▼

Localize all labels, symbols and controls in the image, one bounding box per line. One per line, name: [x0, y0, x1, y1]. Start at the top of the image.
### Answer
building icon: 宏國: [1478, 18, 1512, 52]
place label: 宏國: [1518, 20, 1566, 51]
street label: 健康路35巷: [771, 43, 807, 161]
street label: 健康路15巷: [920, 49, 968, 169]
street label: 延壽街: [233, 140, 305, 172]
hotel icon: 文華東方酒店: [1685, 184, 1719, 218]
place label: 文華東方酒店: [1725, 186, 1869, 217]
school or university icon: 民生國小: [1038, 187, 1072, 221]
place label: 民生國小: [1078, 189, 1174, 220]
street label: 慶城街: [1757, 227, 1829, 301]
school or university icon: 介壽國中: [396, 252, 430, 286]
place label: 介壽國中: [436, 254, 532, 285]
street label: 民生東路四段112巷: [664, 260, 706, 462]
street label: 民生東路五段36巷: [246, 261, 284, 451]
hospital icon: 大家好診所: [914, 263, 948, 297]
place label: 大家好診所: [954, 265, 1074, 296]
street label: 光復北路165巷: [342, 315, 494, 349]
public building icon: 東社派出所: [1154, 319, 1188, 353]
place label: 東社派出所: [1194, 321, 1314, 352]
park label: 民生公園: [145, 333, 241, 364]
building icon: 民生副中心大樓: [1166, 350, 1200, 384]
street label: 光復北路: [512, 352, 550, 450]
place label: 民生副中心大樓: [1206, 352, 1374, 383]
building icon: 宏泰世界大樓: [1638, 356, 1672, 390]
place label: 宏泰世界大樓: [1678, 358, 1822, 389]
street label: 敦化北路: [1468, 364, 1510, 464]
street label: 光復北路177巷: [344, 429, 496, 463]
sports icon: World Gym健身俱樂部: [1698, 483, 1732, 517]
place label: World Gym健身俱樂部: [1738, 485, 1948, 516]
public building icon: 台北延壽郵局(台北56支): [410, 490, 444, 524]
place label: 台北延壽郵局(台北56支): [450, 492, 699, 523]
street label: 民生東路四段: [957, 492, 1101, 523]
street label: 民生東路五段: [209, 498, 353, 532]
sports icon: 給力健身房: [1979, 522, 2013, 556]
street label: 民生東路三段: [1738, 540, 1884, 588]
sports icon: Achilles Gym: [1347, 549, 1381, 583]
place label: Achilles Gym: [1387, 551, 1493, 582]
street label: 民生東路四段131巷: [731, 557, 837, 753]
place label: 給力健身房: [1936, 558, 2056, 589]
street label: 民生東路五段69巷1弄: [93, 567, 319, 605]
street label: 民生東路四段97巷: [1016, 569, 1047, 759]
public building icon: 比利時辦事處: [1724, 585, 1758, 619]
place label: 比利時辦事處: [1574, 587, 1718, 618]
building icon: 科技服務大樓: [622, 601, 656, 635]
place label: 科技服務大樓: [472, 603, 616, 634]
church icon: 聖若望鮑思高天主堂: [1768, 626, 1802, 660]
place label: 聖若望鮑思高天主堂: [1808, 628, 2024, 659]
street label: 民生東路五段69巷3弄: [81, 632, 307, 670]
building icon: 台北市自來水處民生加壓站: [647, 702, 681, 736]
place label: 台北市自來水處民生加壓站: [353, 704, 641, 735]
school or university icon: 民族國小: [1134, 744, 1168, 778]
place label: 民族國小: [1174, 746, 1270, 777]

▲

> WHAT TO DO:
Copy the entire listing above, line for line, exactly.

> WRITTEN ANSWER:
Localize all labels, symbols and controls in the image, one bounding box per line. One per line, name: [x0, y0, x1, y1]. Start at the top of the image.
### Answer
building icon: 宏國: [1478, 18, 1512, 52]
place label: 宏國: [1518, 20, 1566, 51]
street label: 健康路35巷: [771, 43, 807, 161]
street label: 健康路15巷: [920, 49, 968, 169]
street label: 延壽街: [233, 140, 305, 172]
hotel icon: 文華東方酒店: [1685, 184, 1719, 218]
place label: 文華東方酒店: [1725, 186, 1869, 217]
school or university icon: 民生國小: [1038, 187, 1072, 221]
place label: 民生國小: [1078, 189, 1174, 220]
street label: 慶城街: [1757, 227, 1829, 301]
school or university icon: 介壽國中: [396, 252, 430, 286]
place label: 介壽國中: [436, 254, 532, 285]
street label: 民生東路四段112巷: [664, 260, 706, 462]
street label: 民生東路五段36巷: [246, 261, 284, 451]
hospital icon: 大家好診所: [914, 263, 948, 297]
place label: 大家好診所: [954, 265, 1074, 296]
street label: 光復北路165巷: [342, 315, 494, 349]
public building icon: 東社派出所: [1154, 319, 1188, 353]
place label: 東社派出所: [1194, 321, 1314, 352]
park label: 民生公園: [145, 333, 241, 364]
building icon: 民生副中心大樓: [1166, 350, 1200, 384]
street label: 光復北路: [512, 352, 550, 450]
place label: 民生副中心大樓: [1206, 352, 1374, 383]
building icon: 宏泰世界大樓: [1638, 356, 1672, 390]
place label: 宏泰世界大樓: [1678, 358, 1822, 389]
street label: 敦化北路: [1468, 364, 1510, 464]
street label: 光復北路177巷: [344, 429, 496, 463]
sports icon: World Gym健身俱樂部: [1698, 483, 1732, 517]
place label: World Gym健身俱樂部: [1738, 485, 1948, 516]
public building icon: 台北延壽郵局(台北56支): [410, 490, 444, 524]
place label: 台北延壽郵局(台北56支): [450, 492, 699, 523]
street label: 民生東路四段: [957, 492, 1101, 523]
street label: 民生東路五段: [209, 498, 353, 532]
sports icon: 給力健身房: [1979, 522, 2013, 556]
street label: 民生東路三段: [1738, 540, 1884, 588]
sports icon: Achilles Gym: [1347, 549, 1381, 583]
place label: Achilles Gym: [1387, 551, 1493, 582]
street label: 民生東路四段131巷: [731, 557, 837, 753]
place label: 給力健身房: [1936, 558, 2056, 589]
street label: 民生東路五段69巷1弄: [93, 567, 319, 605]
street label: 民生東路四段97巷: [1016, 569, 1047, 759]
public building icon: 比利時辦事處: [1724, 585, 1758, 619]
place label: 比利時辦事處: [1574, 587, 1718, 618]
building icon: 科技服務大樓: [622, 601, 656, 635]
place label: 科技服務大樓: [472, 603, 616, 634]
church icon: 聖若望鮑思高天主堂: [1768, 626, 1802, 660]
place label: 聖若望鮑思高天主堂: [1808, 628, 2024, 659]
street label: 民生東路五段69巷3弄: [81, 632, 307, 670]
building icon: 台北市自來水處民生加壓站: [647, 702, 681, 736]
place label: 台北市自來水處民生加壓站: [353, 704, 641, 735]
school or university icon: 民族國小: [1134, 744, 1168, 778]
place label: 民族國小: [1174, 746, 1270, 777]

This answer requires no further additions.